Spring-ai Investigate Documents Used for VectorDB testing

I just noticed when writing the README for the Neo4j store that the sentence in the PgVector store is a little bit vague. Yes, it's true that the document will be there but it is either to expect that it is the first in the collection or we should set the "top-k amount" to 1 in the example snippet, or?

https://github.com/spring-projects-experimental/spring-ai/blob/0a584f0dc2483ef9ad0741c8598998e489b64726/vector-stores/spring-ai-pgvector-store/README.md?plain=1#L141-L145

A little bit tweaked in the Neo4j store README: https://github.com/spring-projects-experimental/spring-ai/blob/0a584f0dc2483ef9ad0741c8598998e489b64726/vector-stores/spring-ai-neo4j-store/README.md?plain=1#L114-L118

Comment From: markpollack

I think the testing of the vector stores is rather anemic , we sort of trust they implemented it right, but with the same data we are using, it is a bit vague indeed. I'll rename this to be 'Investigate Documents Used for VectorDB testing'. Perhaps some of the methods you used to test the neo4j vector store itself would be more generally applicable here? @meistermeier ?

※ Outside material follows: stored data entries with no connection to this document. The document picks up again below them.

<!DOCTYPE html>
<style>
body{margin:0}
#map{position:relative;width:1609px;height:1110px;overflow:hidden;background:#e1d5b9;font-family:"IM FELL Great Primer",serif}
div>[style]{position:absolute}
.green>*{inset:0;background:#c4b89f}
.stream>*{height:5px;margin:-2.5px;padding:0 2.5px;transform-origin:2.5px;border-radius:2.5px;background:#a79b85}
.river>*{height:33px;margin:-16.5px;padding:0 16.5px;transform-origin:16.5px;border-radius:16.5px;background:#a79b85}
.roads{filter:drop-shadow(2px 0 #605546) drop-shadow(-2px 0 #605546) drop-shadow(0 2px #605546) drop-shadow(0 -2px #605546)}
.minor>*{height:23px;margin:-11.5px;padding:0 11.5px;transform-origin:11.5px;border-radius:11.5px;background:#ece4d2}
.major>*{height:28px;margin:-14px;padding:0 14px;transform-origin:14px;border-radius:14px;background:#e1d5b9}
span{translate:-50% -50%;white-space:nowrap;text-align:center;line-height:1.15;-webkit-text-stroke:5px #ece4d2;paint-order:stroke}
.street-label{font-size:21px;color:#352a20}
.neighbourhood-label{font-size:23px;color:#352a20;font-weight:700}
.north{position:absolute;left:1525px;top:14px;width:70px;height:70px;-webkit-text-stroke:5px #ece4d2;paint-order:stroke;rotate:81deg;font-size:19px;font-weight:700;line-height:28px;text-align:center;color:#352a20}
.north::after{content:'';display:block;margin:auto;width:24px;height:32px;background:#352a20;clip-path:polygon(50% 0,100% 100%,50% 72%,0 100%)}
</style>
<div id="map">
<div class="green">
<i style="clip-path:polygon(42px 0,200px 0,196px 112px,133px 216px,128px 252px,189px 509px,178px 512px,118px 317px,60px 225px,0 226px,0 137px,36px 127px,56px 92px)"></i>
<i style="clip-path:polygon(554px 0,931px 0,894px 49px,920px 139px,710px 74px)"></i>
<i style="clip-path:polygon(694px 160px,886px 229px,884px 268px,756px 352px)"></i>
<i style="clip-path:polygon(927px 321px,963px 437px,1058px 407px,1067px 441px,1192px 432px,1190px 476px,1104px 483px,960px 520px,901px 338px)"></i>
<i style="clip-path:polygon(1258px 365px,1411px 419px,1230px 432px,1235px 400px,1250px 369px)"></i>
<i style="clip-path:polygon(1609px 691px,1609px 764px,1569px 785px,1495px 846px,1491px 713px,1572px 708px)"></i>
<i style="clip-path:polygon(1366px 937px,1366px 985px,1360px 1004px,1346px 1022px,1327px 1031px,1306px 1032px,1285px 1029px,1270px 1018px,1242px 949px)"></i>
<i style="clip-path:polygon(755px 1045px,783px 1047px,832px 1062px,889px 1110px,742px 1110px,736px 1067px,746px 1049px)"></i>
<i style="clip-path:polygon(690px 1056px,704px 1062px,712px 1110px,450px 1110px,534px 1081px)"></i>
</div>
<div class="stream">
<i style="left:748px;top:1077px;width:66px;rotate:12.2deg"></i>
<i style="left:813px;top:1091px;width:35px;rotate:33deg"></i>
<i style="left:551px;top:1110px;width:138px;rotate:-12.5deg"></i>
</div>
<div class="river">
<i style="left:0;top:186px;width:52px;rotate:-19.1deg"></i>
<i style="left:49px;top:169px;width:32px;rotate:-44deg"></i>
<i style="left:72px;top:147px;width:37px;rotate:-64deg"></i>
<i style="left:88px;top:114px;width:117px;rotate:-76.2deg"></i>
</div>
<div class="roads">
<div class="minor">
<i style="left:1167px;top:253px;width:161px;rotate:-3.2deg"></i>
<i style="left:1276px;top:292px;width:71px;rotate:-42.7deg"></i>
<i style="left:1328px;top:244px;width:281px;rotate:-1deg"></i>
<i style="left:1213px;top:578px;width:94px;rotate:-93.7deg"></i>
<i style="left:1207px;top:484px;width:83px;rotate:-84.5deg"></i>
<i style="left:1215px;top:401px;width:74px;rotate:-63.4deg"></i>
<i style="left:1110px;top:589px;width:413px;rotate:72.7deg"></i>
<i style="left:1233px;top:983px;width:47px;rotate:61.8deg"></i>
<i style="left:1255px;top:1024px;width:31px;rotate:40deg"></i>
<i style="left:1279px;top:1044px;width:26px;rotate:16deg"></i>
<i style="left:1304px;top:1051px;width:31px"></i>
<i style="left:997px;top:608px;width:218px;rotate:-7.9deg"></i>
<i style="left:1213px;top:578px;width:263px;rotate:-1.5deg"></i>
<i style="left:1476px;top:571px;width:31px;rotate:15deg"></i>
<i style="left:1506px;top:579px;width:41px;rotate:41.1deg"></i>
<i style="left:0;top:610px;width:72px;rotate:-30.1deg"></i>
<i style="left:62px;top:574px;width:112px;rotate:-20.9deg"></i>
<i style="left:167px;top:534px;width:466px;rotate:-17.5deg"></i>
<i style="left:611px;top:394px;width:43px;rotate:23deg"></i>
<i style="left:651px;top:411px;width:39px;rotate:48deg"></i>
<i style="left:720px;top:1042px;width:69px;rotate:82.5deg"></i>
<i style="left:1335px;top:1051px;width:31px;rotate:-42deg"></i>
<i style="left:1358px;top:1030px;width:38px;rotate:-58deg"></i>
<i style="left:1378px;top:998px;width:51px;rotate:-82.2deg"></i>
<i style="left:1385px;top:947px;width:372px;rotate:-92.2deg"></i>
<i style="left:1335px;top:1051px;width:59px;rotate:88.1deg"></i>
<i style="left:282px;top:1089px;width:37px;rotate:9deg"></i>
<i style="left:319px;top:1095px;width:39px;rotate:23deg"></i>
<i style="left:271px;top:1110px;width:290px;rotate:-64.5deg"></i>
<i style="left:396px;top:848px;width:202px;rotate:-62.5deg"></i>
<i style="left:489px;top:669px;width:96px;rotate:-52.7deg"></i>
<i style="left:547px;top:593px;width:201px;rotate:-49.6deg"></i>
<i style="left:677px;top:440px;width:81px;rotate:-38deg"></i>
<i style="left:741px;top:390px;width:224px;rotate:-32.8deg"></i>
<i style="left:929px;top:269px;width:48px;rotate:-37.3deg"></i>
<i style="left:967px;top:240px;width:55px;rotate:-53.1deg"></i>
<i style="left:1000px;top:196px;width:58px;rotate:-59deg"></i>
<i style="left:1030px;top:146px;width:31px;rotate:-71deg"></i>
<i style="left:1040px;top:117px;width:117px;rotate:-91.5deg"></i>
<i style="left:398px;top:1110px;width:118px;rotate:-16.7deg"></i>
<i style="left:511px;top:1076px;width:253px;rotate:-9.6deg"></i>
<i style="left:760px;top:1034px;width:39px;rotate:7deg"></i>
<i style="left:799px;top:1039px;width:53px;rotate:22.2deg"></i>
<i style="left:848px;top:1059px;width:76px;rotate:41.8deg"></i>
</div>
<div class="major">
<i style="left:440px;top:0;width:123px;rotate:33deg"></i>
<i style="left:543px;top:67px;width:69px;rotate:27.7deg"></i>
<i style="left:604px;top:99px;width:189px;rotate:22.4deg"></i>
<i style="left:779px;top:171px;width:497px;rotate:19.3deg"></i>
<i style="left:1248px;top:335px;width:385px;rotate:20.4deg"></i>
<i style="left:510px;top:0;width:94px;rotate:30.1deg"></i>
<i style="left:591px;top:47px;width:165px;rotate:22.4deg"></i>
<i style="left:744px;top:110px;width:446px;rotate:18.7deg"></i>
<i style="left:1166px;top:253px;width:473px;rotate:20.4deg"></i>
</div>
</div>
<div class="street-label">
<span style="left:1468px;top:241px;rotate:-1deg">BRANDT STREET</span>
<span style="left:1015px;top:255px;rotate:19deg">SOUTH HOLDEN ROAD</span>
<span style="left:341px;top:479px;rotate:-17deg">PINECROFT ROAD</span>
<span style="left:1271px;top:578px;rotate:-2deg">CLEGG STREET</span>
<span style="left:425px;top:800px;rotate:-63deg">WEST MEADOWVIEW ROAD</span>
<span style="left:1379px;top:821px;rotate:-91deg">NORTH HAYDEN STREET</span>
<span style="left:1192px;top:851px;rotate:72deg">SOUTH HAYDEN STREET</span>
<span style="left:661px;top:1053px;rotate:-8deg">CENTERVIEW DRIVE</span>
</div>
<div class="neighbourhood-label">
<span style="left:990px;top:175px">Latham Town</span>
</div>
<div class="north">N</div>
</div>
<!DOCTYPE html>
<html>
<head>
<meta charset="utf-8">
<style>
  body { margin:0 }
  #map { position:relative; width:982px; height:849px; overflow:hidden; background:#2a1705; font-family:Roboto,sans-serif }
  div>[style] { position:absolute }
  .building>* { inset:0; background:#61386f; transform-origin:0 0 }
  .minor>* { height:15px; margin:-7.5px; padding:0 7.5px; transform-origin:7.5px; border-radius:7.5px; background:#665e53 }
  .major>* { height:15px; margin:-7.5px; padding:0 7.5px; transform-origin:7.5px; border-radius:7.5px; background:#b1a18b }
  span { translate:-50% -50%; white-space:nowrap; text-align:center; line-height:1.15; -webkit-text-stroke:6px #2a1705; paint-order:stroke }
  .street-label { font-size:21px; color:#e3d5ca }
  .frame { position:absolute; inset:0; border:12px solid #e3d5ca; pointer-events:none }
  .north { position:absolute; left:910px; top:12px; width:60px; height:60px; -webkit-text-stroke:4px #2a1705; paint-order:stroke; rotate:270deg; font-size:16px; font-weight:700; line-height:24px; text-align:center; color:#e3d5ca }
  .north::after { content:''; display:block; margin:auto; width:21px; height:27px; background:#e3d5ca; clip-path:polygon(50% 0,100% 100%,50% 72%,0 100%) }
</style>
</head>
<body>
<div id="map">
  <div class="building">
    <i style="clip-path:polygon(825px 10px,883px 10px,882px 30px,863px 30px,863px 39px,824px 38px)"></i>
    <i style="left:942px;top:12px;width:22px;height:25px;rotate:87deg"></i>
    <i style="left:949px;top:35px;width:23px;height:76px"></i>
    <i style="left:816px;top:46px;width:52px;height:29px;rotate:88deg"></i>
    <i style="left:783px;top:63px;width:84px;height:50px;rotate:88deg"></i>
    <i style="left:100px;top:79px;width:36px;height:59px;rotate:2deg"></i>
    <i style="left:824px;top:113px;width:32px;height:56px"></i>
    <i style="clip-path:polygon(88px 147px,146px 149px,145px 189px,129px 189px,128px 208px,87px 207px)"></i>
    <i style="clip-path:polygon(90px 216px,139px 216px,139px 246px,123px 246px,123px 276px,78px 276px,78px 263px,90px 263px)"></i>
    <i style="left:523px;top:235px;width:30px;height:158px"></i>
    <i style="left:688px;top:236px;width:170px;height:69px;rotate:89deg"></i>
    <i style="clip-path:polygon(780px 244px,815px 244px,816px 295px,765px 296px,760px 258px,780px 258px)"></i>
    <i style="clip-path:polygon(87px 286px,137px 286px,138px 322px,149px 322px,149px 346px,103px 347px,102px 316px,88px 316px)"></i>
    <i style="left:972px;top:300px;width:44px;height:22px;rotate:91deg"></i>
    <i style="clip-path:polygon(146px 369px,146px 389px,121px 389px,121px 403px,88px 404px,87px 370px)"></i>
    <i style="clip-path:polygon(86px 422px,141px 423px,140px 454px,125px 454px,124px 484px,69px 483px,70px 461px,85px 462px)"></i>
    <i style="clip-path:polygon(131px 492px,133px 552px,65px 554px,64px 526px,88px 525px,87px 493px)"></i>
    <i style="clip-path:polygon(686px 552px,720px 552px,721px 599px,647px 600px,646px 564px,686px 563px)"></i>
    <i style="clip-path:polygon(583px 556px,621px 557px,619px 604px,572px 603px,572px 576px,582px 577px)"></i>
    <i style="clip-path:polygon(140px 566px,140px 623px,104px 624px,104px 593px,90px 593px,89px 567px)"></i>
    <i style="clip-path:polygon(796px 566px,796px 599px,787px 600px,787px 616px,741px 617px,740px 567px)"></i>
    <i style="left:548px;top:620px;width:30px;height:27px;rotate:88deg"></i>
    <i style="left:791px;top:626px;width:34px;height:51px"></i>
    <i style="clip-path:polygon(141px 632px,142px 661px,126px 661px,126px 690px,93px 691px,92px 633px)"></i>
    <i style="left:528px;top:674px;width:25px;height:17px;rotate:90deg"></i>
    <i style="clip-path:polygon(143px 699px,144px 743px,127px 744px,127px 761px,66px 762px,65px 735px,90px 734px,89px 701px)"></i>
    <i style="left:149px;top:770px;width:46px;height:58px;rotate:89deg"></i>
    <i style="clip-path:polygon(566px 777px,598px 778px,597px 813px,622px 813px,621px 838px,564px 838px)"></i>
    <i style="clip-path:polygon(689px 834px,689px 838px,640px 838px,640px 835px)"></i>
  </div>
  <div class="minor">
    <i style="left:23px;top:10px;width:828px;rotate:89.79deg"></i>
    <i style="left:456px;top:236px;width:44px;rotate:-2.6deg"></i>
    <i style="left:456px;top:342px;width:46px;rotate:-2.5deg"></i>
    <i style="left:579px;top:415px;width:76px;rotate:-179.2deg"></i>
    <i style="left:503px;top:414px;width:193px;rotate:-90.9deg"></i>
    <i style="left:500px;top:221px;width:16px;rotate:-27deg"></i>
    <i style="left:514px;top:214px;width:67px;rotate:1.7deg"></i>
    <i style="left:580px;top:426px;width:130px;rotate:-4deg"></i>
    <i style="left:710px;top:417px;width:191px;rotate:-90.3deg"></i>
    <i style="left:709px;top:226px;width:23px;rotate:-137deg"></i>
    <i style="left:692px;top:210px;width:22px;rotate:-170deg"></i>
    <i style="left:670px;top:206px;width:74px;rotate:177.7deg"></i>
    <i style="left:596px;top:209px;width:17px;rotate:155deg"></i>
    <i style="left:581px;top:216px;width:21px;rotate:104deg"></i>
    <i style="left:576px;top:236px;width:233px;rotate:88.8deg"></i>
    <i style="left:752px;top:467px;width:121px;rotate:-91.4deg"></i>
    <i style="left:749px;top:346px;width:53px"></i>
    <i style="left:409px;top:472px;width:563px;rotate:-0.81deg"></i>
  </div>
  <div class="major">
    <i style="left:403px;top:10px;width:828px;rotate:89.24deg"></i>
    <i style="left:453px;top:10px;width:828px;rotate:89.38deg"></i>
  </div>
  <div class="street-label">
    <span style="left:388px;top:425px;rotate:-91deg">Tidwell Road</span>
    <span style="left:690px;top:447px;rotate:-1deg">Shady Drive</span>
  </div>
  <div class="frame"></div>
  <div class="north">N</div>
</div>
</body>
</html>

Comment From: meistermeier

Thanks for your input, Mark. I think you are interpreting more into the issue than I intended to mention. My point was only that a List<Document> contains the document. Just a little bit wording.

Given your input, I am thinking about if a AbstractVectorStoreTestBase containing the test dataset, invoking the similaritySearch methods, and asserting the result would make sense. Some kind of "cheap" TCK. From my perspective an enforced >90% hit ("Spring") should always be first of the list.

Comment From: markpollack

I see your point, contains is better than assuming it would be first, but for now, I think we can spend time more effectevly on other areas. Should issues come up with our vector db testing approach for new vector stores, we can revisit. Thanks for the comment.